%%

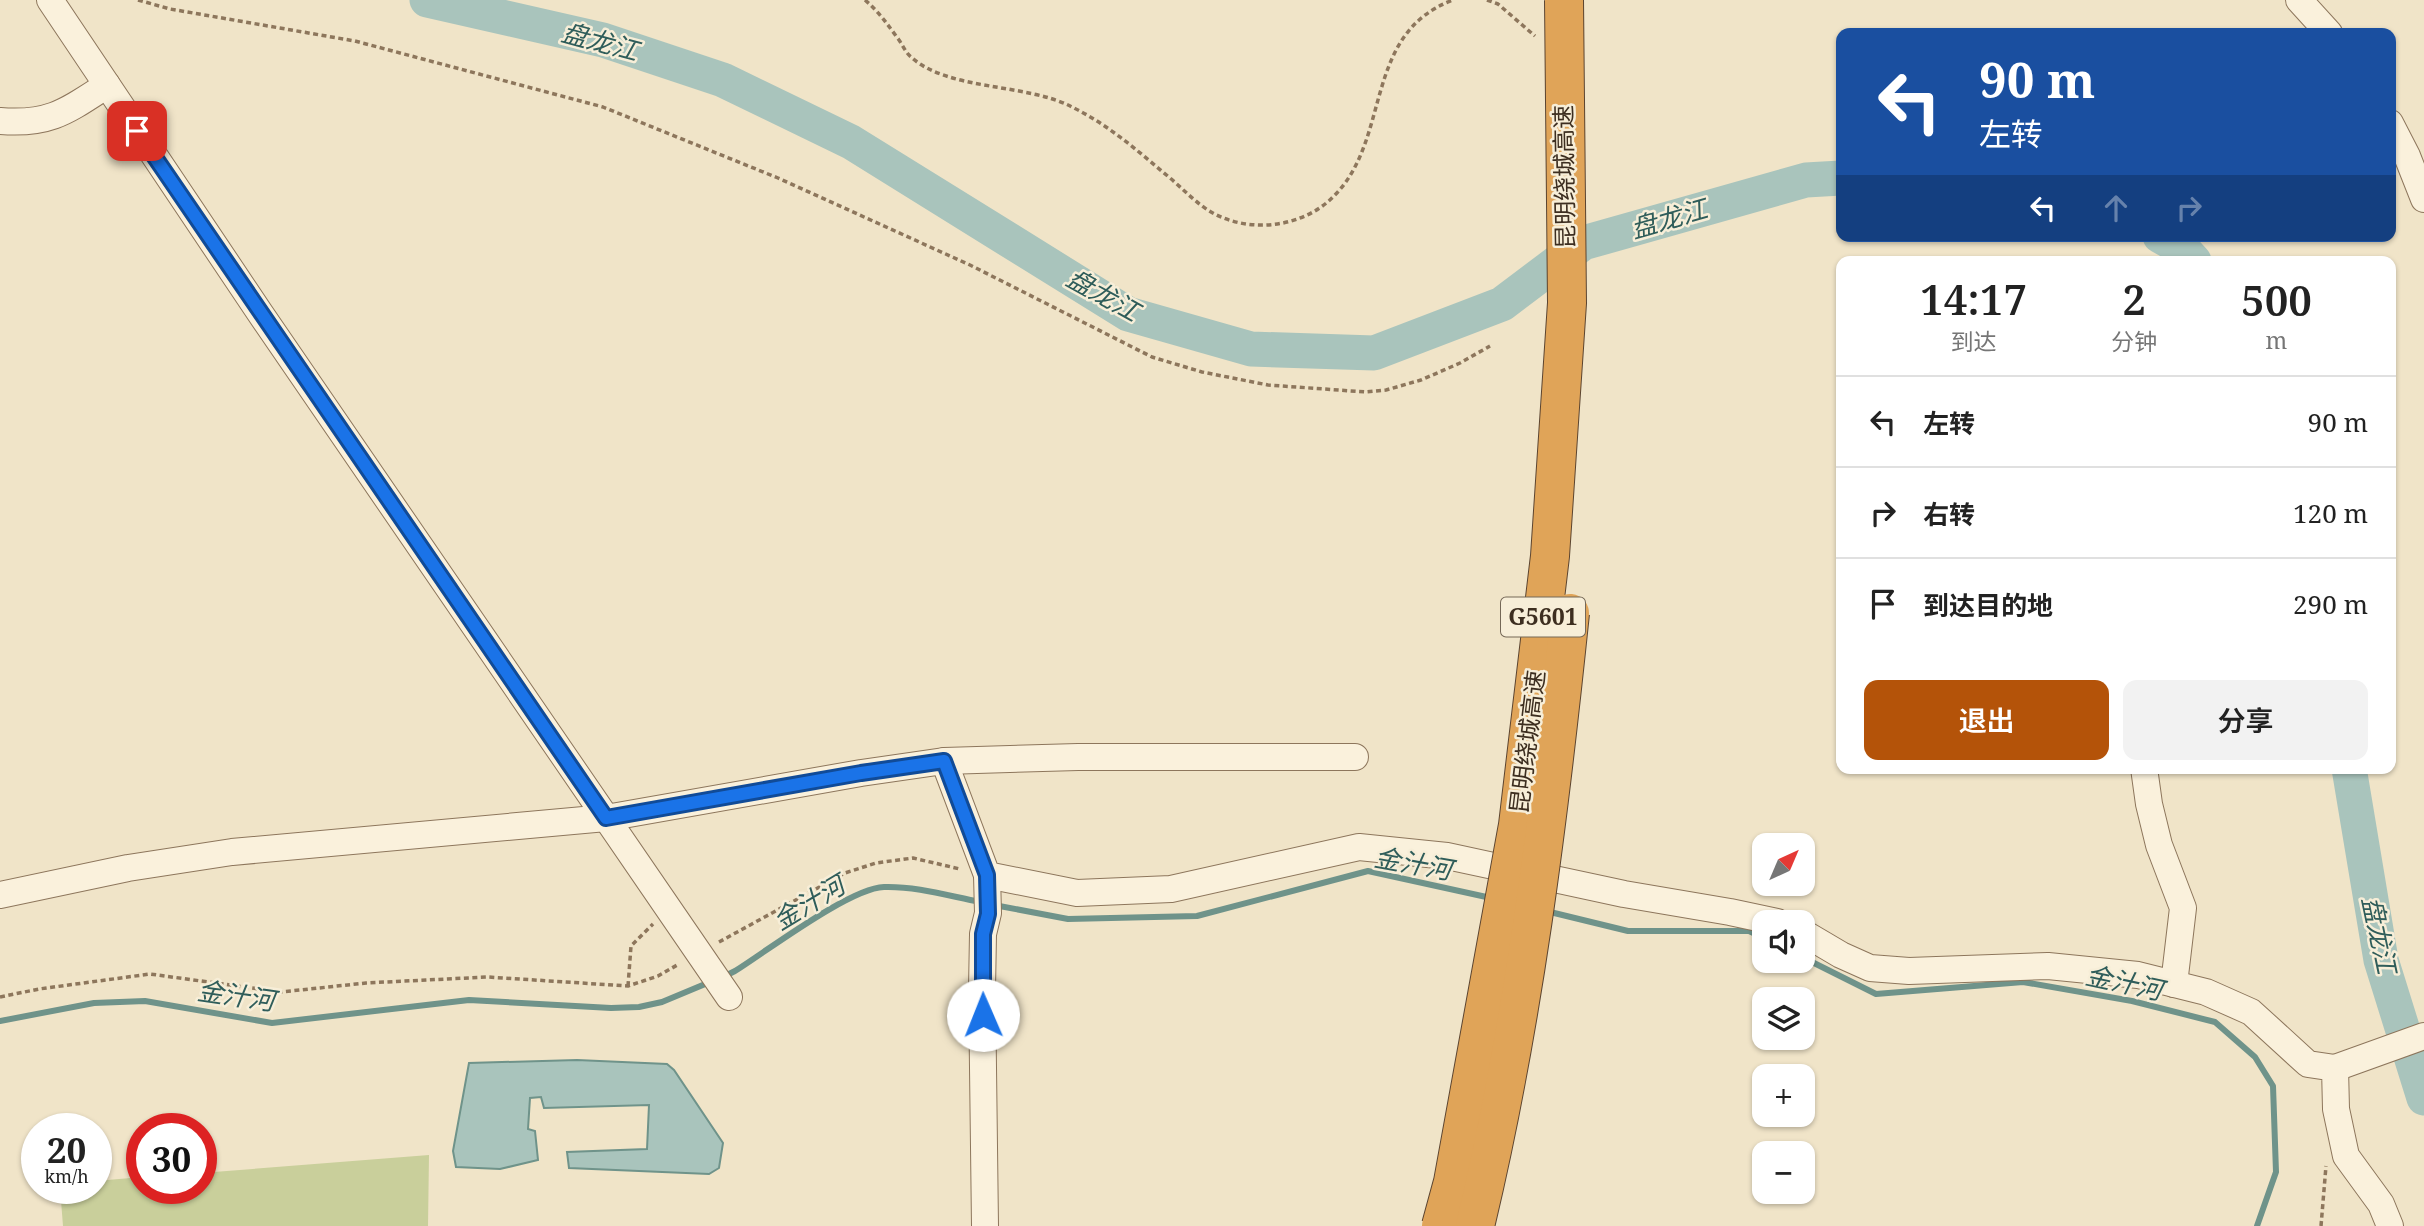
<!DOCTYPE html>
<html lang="zh">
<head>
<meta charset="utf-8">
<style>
  :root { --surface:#fff; --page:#f2f2f2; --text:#222; --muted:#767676; --line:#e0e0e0; --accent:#b45309 }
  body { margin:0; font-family:"Noto Serif","Noto Sans SC",serif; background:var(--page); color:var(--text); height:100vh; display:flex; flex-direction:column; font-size:26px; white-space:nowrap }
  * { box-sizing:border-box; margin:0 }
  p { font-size:23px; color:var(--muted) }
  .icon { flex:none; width:38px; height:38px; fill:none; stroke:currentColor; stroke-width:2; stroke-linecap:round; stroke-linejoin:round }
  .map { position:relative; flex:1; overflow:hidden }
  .details { position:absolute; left:1836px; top:256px; width:560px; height:518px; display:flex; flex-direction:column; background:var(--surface); border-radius:14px; box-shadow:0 2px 5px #0004 }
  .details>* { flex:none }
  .banner { position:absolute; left:1836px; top:28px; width:560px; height:214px; border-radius:14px; box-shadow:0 2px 5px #0004; background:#1a4fa0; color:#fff; overflow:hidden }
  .needle { width:46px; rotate:44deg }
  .tools { position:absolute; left:1752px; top:833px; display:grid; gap:14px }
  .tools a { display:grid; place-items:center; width:63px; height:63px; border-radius:14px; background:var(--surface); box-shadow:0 2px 5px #0004; font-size:35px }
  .speed { position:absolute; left:21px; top:1113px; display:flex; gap:14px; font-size:35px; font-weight:700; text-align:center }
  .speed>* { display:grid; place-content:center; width:91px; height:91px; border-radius:50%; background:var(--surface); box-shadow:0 2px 5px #0004; line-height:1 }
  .speed small { font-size:18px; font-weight:400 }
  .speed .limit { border:10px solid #d22; background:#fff; color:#111 }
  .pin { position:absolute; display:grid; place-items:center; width:60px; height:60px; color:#fff; margin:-30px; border-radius:14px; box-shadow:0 4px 10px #0006 }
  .me { position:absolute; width:77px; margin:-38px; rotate:359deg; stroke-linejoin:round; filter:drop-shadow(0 0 5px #0008) }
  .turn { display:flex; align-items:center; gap:24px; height:147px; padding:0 28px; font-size:32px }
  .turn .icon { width:91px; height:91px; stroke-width:2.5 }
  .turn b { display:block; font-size:49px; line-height:60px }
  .lanes { display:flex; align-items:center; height:66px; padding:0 28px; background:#0003; justify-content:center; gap:35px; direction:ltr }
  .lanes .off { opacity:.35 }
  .eta { display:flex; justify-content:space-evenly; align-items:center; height:119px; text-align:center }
  .eta b { font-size:42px; font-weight:600; line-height:49px }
  .button { display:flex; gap:14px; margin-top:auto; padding:14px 28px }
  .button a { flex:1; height:80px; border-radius:14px; background:var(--accent); color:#fff; font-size:28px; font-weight:600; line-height:80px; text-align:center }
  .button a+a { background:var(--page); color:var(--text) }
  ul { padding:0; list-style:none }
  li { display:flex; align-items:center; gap:21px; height:91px; padding:0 28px; border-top:2px solid var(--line) }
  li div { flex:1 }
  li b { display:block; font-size:26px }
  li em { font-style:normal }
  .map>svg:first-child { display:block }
  .green { fill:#c9cf9b }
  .water { fill:#a9c4bc; stroke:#6f938a; stroke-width:2 }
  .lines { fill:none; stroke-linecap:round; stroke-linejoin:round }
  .stream { stroke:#6f938a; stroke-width:6 }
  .river { stroke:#a9c4bc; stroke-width:35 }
  .minor-casing { stroke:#8d765c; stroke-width:28 }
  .path { stroke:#8d765c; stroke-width:3.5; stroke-dasharray:5 3.5; stroke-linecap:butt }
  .minor { stroke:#faf1dc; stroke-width:26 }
  .highway-bridge-casing { stroke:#5b4430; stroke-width:40; stroke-linecap:butt }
  .highway-bridge { stroke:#e0a458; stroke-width:38 }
  .route-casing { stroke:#114b97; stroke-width:18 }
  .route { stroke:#1a73e8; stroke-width:12 }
  .labels { text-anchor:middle; stroke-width:5; stroke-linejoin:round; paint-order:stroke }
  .shield { fill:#f7eed8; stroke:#756857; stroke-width:2 }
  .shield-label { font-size:23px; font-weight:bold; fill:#3d2e20 }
  .street-label { font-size:24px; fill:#3d2e20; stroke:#f7eed8 }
  .water-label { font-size:26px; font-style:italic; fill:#2f5d5a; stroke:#f7eed8 }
</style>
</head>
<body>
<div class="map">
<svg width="2424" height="1226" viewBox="0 0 2424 1226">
  <rect width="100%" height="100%" fill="#f0e4c8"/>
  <polygon class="green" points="429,1155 428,1226 63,1226 60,1188 96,1188 96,1181 142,1177 142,1188 201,1188 201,1173"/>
  <polygon class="water" points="577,1060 667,1064 674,1070 723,1143 719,1168 709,1174 569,1168 567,1152 647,1149 649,1105 544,1108 541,1097 530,1098 528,1129 535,1131 538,1160 500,1169 456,1167 453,1151 469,1063"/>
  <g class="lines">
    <g class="stream">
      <polyline points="994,905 1068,919 1197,916 1368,871 1491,898"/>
      <polyline points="1546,911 1628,931 1749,931 1764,938"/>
      <polyline points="1802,957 1876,994 2023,982 2132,1001 2215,1022 2255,1057 2273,1086 2276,1172 2257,1226"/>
      <path d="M 723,977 L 735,971 C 767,951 850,888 884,887 C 916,886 949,896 980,902"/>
      <polyline points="0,1021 94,1003 145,1001 272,1023 469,1000 611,1008 639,1007 662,1002 710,982"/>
    </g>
    <g class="river">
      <polyline points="427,0 603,40 723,80 851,142 1128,314 1251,349 1374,353 1502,304 1583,243 1806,180 1841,178"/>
      <polyline points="2160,236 2182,248 2194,261"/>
      <polyline points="2349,768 2381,960 2424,1098"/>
    </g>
    <g class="minor-casing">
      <g id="minor">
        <polyline points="50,0 260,313 729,997"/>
        <polyline points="2299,0 2329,33"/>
        <path d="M 0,121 C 50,125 67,111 107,85"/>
        <polyline points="2390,123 2407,156 2424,199"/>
        <polyline points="944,761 987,875 1077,893 1171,889 1359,847 1447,856 1624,894 1730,912 1777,922"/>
        <polyline points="2144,768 2149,804 2159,845 2183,908 2174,984"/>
        <polyline points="0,895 128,868 232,852 606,818 861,773 944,761 1078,757 1355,757"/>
        <polyline points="1802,932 1841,955 1870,968 1909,971 2048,966 2138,975 2206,992 2251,1012 2308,1064 2335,1068 2336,1109 2346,1156 2381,1204 2390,1226"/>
        <polyline points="2335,1068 2424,1036"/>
        <polyline points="985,1226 982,989 983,934 988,913 987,875"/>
      </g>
    </g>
    <g class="path">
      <polyline points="138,0 170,9 355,41 603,107 778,178 970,265 1152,357 1202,372 1268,385 1366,392 1386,390 1421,380 1460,363 1490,346"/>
      <path d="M 865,0 C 879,12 888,25 899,40 C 903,46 906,53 911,57 C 948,91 1027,83 1072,107 C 1109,125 1139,152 1170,178 C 1184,190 1196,203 1211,212 C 1249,234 1303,228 1334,196 C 1392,138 1362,34 1453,0"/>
      <polyline points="1487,0 1498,4 1535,36"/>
      <polyline points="719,942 845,873 876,863 913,858 960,869"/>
      <polyline points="628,986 631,946 653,924"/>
      <polyline points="0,997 39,989 150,974 281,992 366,983 488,977 628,986 658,976 679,964"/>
      <polyline points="2321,1226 2326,1166"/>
    </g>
    <use href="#minor" class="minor"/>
    <g class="highway-bridge-casing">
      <g id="highway-bridge">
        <polyline points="1441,1226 1453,1182 1518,825 1550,556 1567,303 1564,0"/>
        <path d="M 1475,1226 C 1523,1026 1549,817 1570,613"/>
      </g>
    </g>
    <use href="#highway-bridge" class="highway-bridge"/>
  </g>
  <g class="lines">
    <g class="route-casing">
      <polyline id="route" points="137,131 606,818 861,773 944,761 987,875 988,914 983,934 983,1015"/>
    </g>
    <use href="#route" class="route"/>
  </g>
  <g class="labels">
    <rect class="shield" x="1501" y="597.5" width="84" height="39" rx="5"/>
    <g class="shield-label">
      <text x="1543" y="625">G5601</text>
    </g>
    <g class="street-label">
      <text transform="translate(1565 177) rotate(-91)" y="8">昆明绕城高速</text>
      <text transform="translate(1528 742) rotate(-83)" y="8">昆明绕城高速</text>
    </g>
    <g class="water-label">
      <text transform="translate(600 42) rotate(15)" y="9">盘龙江</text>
      <text transform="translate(1669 219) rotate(-16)" y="9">盘龙江</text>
      <text transform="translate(1103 295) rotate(29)" y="9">盘龙江</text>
      <text transform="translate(1413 864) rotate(10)" y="9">金汁河</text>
      <text transform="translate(809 903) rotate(-31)" y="9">金汁河</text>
      <text transform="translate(2379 935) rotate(78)" y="9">盘龙江</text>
      <text transform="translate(2124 983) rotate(12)" y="9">金汁河</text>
      <text transform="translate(236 996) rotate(8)" y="9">金汁河</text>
    </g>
  </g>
</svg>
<div class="tools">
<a><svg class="needle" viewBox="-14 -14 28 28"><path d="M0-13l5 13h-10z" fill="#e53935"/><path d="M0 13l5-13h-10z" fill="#767676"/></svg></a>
<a><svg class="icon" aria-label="sound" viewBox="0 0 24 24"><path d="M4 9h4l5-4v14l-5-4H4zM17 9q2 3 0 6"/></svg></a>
<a><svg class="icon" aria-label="layers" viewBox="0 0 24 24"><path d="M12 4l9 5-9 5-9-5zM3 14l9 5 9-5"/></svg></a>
<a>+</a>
<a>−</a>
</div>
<div class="speed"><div>20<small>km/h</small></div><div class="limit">30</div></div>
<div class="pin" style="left:137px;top:131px;background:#d93025"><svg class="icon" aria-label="arrive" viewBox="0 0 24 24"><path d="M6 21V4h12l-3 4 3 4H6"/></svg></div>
<svg class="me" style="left:983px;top:1015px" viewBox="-20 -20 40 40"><circle r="19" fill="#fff"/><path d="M0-13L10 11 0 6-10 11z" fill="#1a73e8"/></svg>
<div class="banner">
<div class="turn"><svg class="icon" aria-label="left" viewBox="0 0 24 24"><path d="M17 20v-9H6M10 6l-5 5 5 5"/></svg><div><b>90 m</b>左转</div></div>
<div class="lanes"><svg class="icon" aria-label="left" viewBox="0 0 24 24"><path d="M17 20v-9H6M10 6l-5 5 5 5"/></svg><svg class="icon off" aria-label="ahead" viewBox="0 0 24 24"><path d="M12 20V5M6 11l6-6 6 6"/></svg><svg class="icon off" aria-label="right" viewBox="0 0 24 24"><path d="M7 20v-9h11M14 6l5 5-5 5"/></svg></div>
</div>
<section class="details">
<div class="eta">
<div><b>14:17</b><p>到达</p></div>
<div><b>2</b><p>分钟</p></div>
<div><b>500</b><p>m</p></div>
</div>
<ul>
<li><svg class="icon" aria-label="left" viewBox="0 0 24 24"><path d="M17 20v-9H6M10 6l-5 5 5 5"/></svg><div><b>左转</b></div><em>90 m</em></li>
<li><svg class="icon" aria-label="right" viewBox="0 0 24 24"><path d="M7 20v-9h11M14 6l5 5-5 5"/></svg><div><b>右转</b></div><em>120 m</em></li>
<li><svg class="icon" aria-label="arrive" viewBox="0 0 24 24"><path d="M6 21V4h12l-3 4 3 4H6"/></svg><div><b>到达目的地</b></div><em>290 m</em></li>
</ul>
<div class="button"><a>退出</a><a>分享</a></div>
</section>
</div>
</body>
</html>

%%

Task requirements: Leaving every picture out, write out exactly the lines from the beginning of the listing above to the line with "display:grid; place-items:center; width:63px;", inclusive.

Task answer:
<!DOCTYPE html>
<html lang="zh">
<head>
<meta charset="utf-8">
<style>
  :root { --surface:#fff; --page:#f2f2f2; --text:#222; --muted:#767676; --line:#e0e0e0; --accent:#b45309 }
  body { margin:0; font-family:"Noto Serif","Noto Sans SC",serif; background:var(--page); color:var(--text); height:100vh; display:flex; flex-direction:column; font-size:26px; white-space:nowrap }
  * { box-sizing:border-box; margin:0 }
  p { font-size:23px; color:var(--muted) }
  .icon { flex:none; width:38px; height:38px; fill:none; stroke:currentColor; stroke-width:2; stroke-linecap:round; stroke-linejoin:round }
  .map { position:relative; flex:1; overflow:hidden }
  .details { position:absolute; left:1836px; top:256px; width:560px; height:518px; display:flex; flex-direction:column; background:var(--surface); border-radius:14px; box-shadow:0 2px 5px #0004 }
  .details>* { flex:none }
  .banner { position:absolute; left:1836px; top:28px; width:560px; height:214px; border-radius:14px; box-shadow:0 2px 5px #0004; background:#1a4fa0; color:#fff; overflow:hidden }
  .needle { width:46px; rotate:44deg }
  .tools { position:absolute; left:1752px; top:833px; display:grid; gap:14px }
  .tools a { display:grid; place-items:center; width:63px; height:63px; border-radius:14px; background:var(--surface); box-shadow:0 2px 5px #0004; font-size:35px }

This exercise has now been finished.